◆ Entries supplied

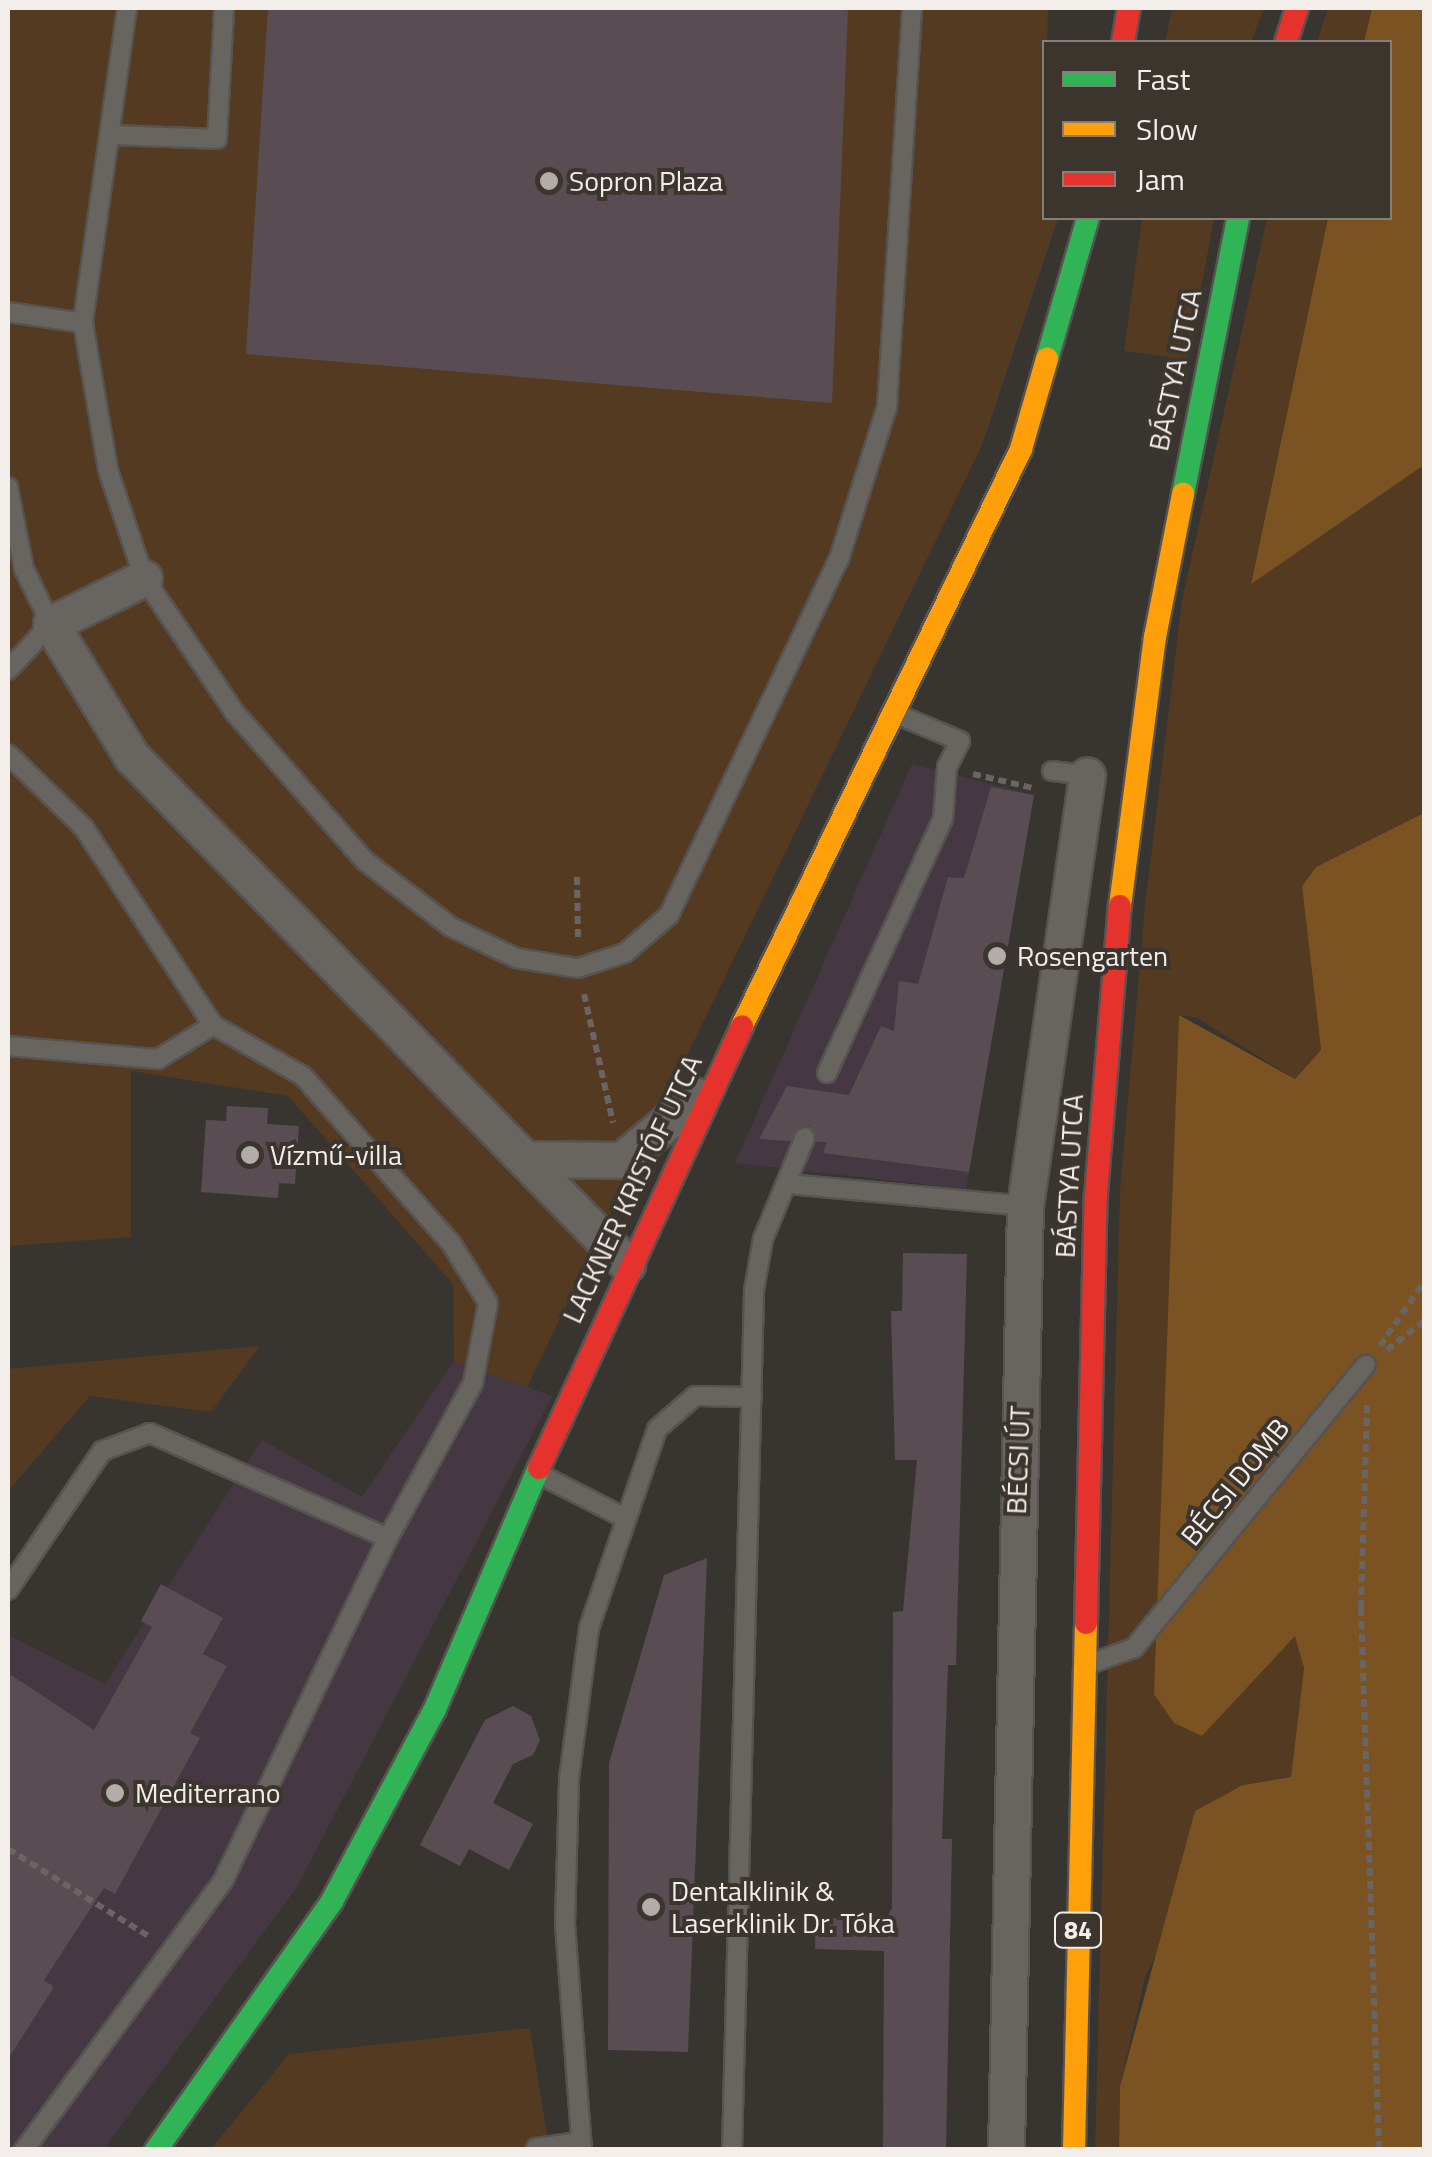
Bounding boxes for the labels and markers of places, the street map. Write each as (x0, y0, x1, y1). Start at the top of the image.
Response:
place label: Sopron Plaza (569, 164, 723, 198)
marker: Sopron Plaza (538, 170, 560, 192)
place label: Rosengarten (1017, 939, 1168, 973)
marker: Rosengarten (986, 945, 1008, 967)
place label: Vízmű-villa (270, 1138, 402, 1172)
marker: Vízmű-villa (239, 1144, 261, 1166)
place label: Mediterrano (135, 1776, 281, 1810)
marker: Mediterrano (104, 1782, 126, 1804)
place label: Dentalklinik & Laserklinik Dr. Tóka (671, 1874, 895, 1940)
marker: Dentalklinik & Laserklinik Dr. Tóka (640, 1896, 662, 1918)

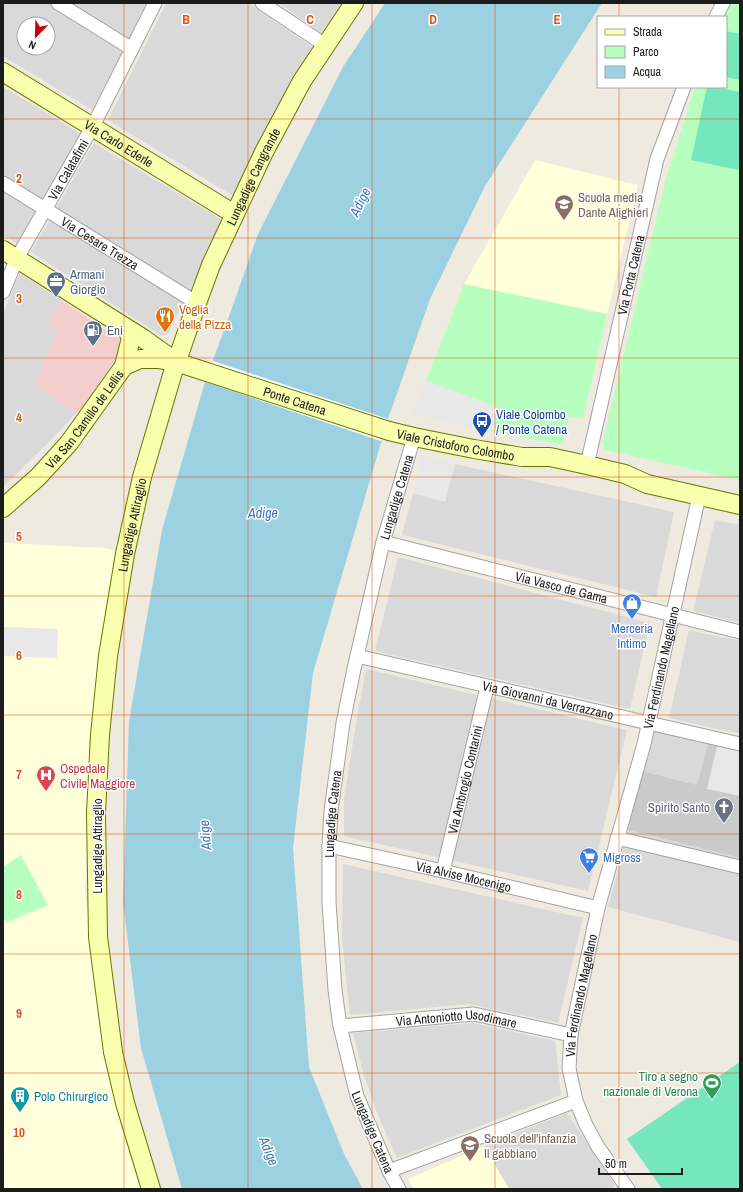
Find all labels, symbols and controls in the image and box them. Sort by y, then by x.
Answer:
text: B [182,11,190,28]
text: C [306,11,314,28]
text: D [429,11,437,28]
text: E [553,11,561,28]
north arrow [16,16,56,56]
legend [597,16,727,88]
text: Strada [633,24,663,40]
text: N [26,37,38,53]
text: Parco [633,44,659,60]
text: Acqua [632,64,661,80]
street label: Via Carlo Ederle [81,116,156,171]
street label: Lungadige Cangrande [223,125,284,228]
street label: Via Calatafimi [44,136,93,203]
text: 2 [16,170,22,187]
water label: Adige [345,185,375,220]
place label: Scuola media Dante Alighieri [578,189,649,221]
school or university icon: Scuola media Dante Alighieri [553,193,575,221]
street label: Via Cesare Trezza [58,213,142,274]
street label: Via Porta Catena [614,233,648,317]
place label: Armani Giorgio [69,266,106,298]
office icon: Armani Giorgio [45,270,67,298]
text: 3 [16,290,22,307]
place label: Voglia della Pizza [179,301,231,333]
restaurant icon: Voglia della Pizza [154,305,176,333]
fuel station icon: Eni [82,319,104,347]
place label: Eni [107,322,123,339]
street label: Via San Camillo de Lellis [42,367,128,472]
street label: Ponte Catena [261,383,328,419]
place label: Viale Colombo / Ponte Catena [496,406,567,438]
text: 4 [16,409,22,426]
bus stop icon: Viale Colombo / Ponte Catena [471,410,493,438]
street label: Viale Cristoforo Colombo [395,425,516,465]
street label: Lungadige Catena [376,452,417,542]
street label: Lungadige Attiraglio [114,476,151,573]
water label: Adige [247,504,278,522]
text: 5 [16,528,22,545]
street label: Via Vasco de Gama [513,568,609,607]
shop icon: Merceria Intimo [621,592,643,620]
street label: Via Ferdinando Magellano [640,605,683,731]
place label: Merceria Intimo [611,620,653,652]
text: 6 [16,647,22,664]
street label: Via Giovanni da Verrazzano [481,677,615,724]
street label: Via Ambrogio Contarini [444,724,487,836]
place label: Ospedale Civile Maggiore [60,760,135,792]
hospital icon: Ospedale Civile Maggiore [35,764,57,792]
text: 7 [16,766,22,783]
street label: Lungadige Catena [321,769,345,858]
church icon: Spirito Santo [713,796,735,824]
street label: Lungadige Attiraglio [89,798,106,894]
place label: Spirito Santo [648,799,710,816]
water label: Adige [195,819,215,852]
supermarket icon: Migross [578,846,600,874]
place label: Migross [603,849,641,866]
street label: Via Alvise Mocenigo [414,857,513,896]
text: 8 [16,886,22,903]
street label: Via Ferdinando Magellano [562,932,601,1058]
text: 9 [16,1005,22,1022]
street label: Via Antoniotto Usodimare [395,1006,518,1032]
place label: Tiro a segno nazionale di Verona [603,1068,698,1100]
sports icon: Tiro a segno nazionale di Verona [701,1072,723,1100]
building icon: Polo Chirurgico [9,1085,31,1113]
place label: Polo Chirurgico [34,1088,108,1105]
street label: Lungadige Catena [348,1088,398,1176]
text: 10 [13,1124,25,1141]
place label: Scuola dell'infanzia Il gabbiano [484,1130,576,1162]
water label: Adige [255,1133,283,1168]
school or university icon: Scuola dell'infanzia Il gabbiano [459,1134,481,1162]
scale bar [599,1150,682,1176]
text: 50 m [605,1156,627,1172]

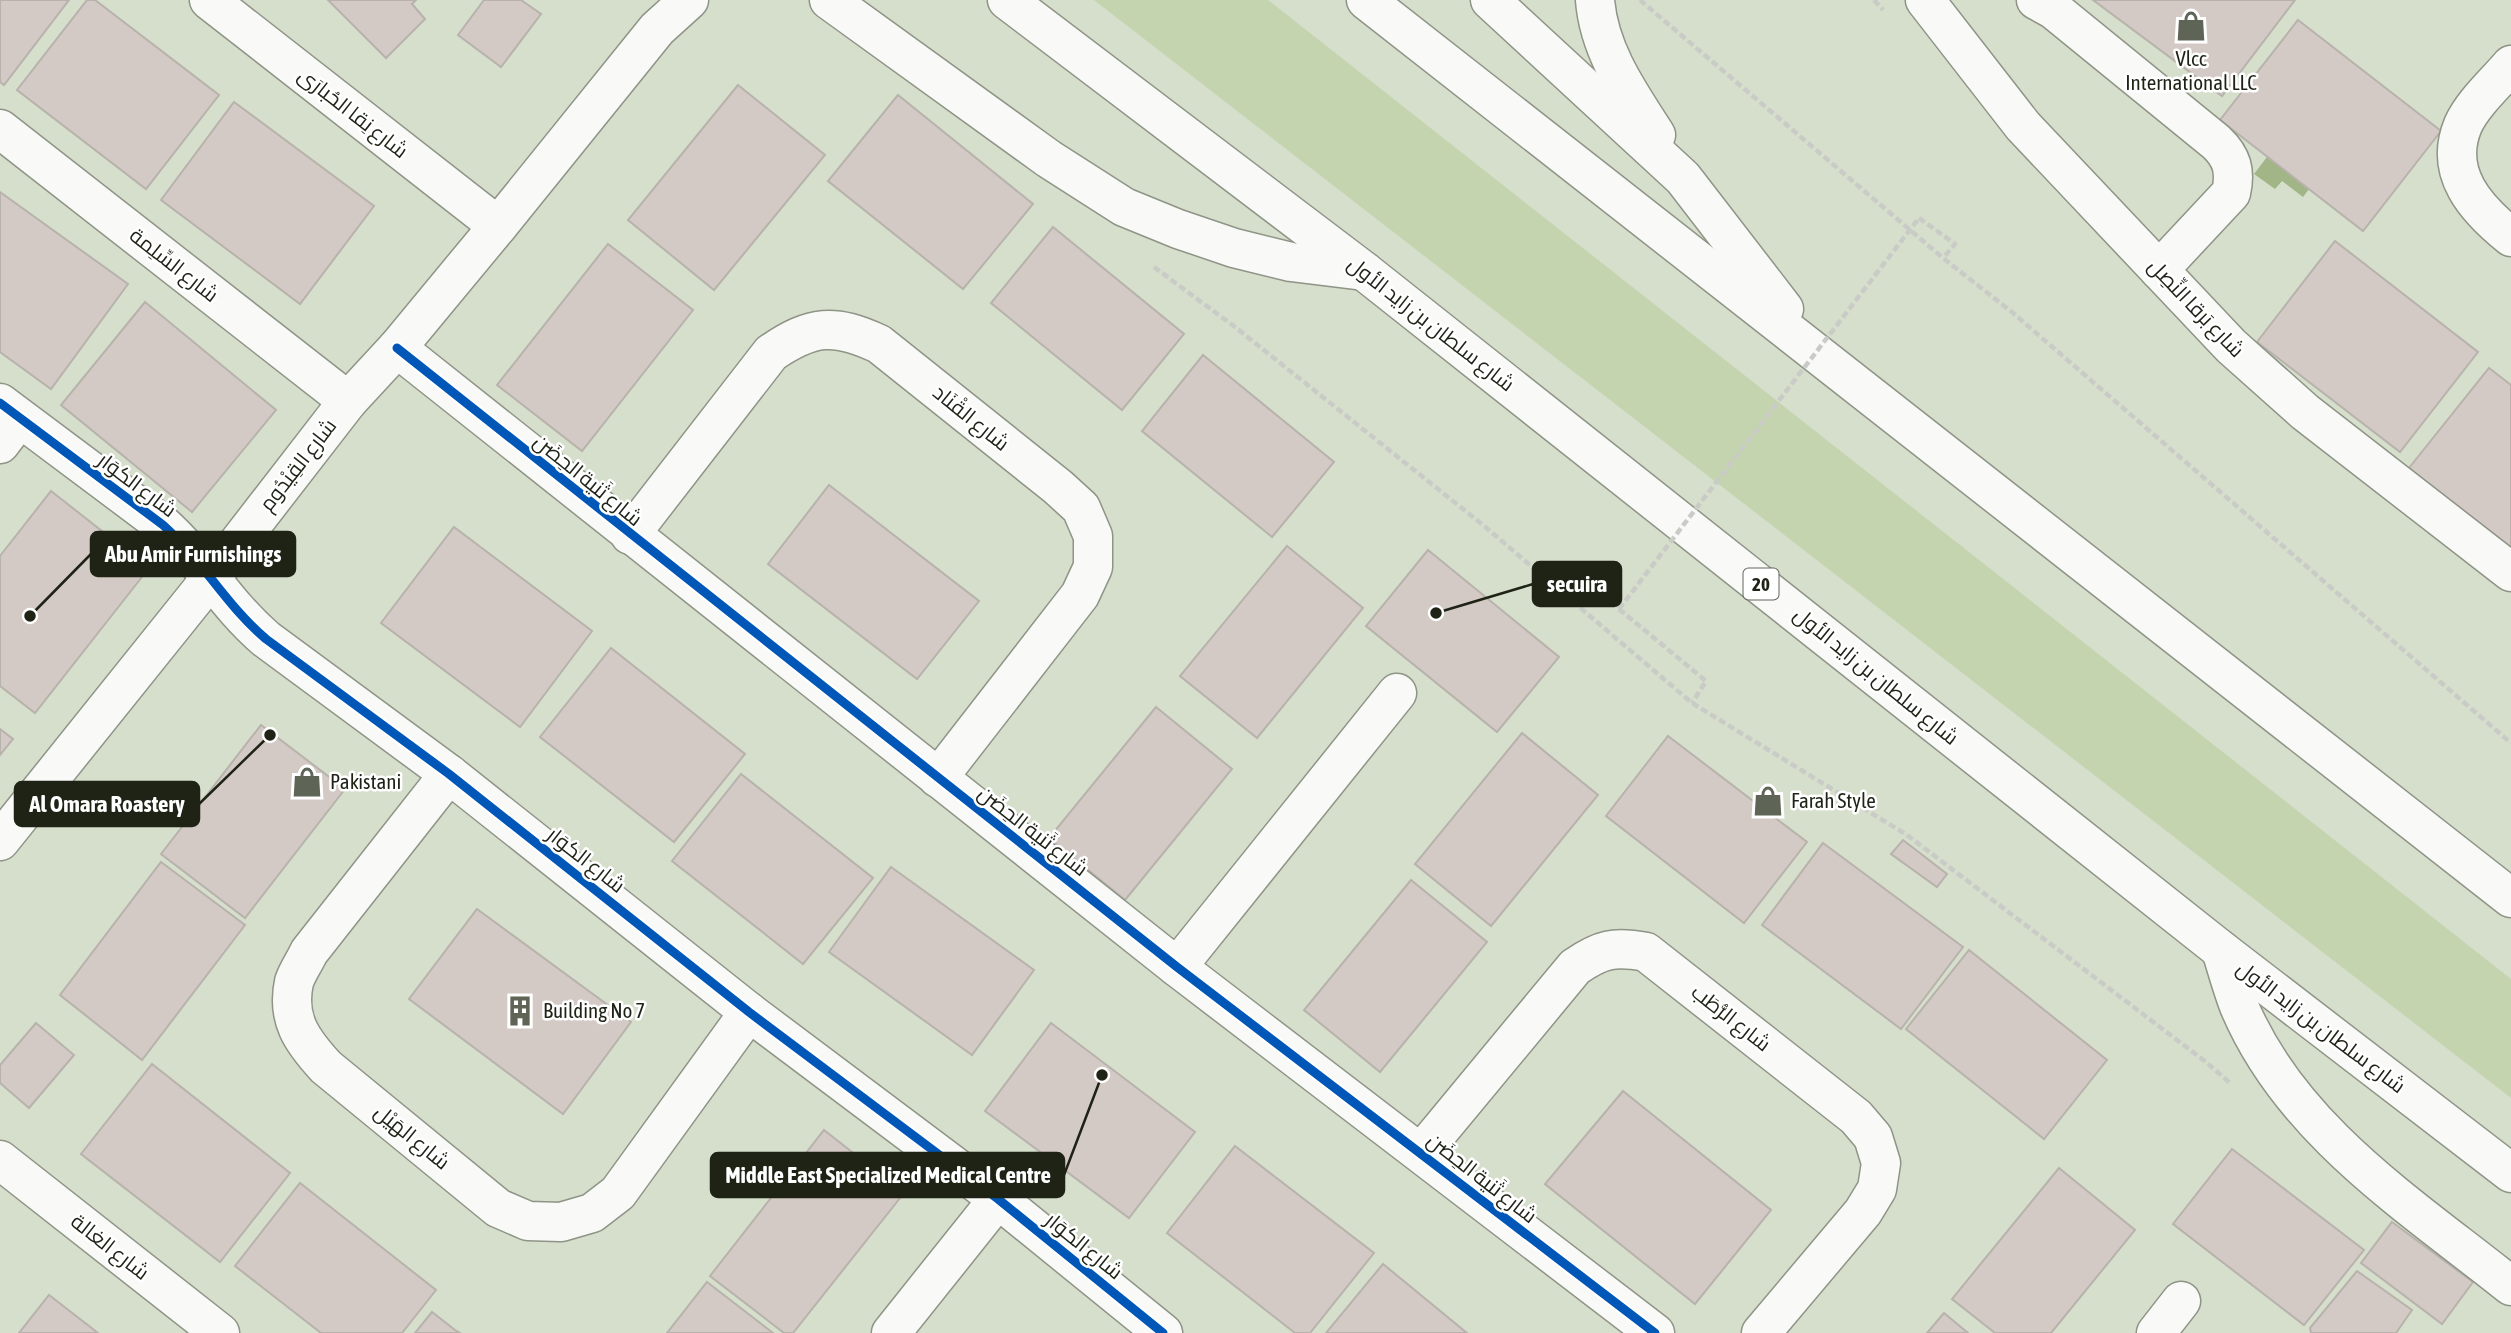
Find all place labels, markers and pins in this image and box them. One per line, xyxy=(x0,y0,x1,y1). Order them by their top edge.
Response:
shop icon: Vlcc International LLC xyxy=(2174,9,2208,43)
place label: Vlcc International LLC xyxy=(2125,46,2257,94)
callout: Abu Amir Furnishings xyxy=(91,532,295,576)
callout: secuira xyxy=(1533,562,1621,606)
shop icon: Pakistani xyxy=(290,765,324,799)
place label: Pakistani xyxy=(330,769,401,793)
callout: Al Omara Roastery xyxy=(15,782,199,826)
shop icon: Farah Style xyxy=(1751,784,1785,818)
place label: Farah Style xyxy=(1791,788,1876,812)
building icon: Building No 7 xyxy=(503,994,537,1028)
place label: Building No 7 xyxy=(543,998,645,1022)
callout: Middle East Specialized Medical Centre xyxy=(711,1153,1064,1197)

◆ What you should do
Write the data above out again exactly, every line of it, and exclude the pictures.

◆ Your response
Bounding boxes for the labels and markers of places, the street map. Write each as (x0, y0, x1, y1). Start at the top of the image.
Response:
place label: Sopron Plaza (569, 164, 723, 198)
marker: Sopron Plaza (538, 170, 560, 192)
place label: Rosengarten (1017, 939, 1168, 973)
marker: Rosengarten (986, 945, 1008, 967)
place label: Vízmű-villa (270, 1138, 402, 1172)
marker: Vízmű-villa (239, 1144, 261, 1166)
place label: Mediterrano (135, 1776, 281, 1810)
marker: Mediterrano (104, 1782, 126, 1804)
place label: Dentalklinik & Laserklinik Dr. Tóka (671, 1874, 895, 1940)
marker: Dentalklinik & Laserklinik Dr. Tóka (640, 1896, 662, 1918)

Find all labels, symbols and controls in the image and box them. Sort by y, then by x.
Answer:
text: B [182,11,190,28]
text: C [306,11,314,28]
text: D [429,11,437,28]
text: E [553,11,561,28]
north arrow [16,16,56,56]
legend [597,16,727,88]
text: Strada [633,24,663,40]
text: N [26,37,38,53]
text: Parco [633,44,659,60]
text: Acqua [632,64,661,80]
street label: Via Carlo Ederle [81,116,156,171]
street label: Lungadige Cangrande [223,125,284,228]
street label: Via Calatafimi [44,136,93,203]
text: 2 [16,170,22,187]
water label: Adige [345,185,375,220]
place label: Scuola media Dante Alighieri [578,189,649,221]
school or university icon: Scuola media Dante Alighieri [553,193,575,221]
street label: Via Cesare Trezza [58,213,142,274]
street label: Via Porta Catena [614,233,648,317]
place label: Armani Giorgio [69,266,106,298]
office icon: Armani Giorgio [45,270,67,298]
text: 3 [16,290,22,307]
place label: Voglia della Pizza [179,301,231,333]
restaurant icon: Voglia della Pizza [154,305,176,333]
fuel station icon: Eni [82,319,104,347]
place label: Eni [107,322,123,339]
street label: Via San Camillo de Lellis [42,367,128,472]
street label: Ponte Catena [261,383,328,419]
place label: Viale Colombo / Ponte Catena [496,406,567,438]
text: 4 [16,409,22,426]
bus stop icon: Viale Colombo / Ponte Catena [471,410,493,438]
street label: Viale Cristoforo Colombo [395,425,516,465]
street label: Lungadige Catena [376,452,417,542]
street label: Lungadige Attiraglio [114,476,151,573]
water label: Adige [247,504,278,522]
text: 5 [16,528,22,545]
street label: Via Vasco de Gama [513,568,609,607]
shop icon: Merceria Intimo [621,592,643,620]
street label: Via Ferdinando Magellano [640,605,683,731]
place label: Merceria Intimo [611,620,653,652]
text: 6 [16,647,22,664]
street label: Via Giovanni da Verrazzano [481,677,615,724]
street label: Via Ambrogio Contarini [444,724,487,836]
place label: Ospedale Civile Maggiore [60,760,135,792]
hospital icon: Ospedale Civile Maggiore [35,764,57,792]
text: 7 [16,766,22,783]
street label: Lungadige Catena [321,769,345,858]
church icon: Spirito Santo [713,796,735,824]
street label: Lungadige Attiraglio [89,798,106,894]
place label: Spirito Santo [648,799,710,816]
water label: Adige [195,819,215,852]
supermarket icon: Migross [578,846,600,874]
place label: Migross [603,849,641,866]
street label: Via Alvise Mocenigo [414,857,513,896]
text: 8 [16,886,22,903]
street label: Via Ferdinando Magellano [562,932,601,1058]
text: 9 [16,1005,22,1022]
street label: Via Antoniotto Usodimare [395,1006,518,1032]
place label: Tiro a segno nazionale di Verona [603,1068,698,1100]
sports icon: Tiro a segno nazionale di Verona [701,1072,723,1100]
building icon: Polo Chirurgico [9,1085,31,1113]
place label: Polo Chirurgico [34,1088,108,1105]
street label: Lungadige Catena [348,1088,398,1176]
text: 10 [13,1124,25,1141]
place label: Scuola dell'infanzia Il gabbiano [484,1130,576,1162]
water label: Adige [255,1133,283,1168]
school or university icon: Scuola dell'infanzia Il gabbiano [459,1134,481,1162]
scale bar [599,1150,682,1176]
text: 50 m [605,1156,627,1172]

Find all place labels, markers and pins in this image and box them. One per line, xyxy=(x0,y0,x1,y1). Order them by their top edge.
Response:
shop icon: Vlcc International LLC xyxy=(2174,9,2208,43)
place label: Vlcc International LLC xyxy=(2125,46,2257,94)
callout: Abu Amir Furnishings xyxy=(91,532,295,576)
callout: secuira xyxy=(1533,562,1621,606)
shop icon: Pakistani xyxy=(290,765,324,799)
place label: Pakistani xyxy=(330,769,401,793)
callout: Al Omara Roastery xyxy=(15,782,199,826)
shop icon: Farah Style xyxy=(1751,784,1785,818)
place label: Farah Style xyxy=(1791,788,1876,812)
building icon: Building No 7 xyxy=(503,994,537,1028)
place label: Building No 7 xyxy=(543,998,645,1022)
callout: Middle East Specialized Medical Centre xyxy=(711,1153,1064,1197)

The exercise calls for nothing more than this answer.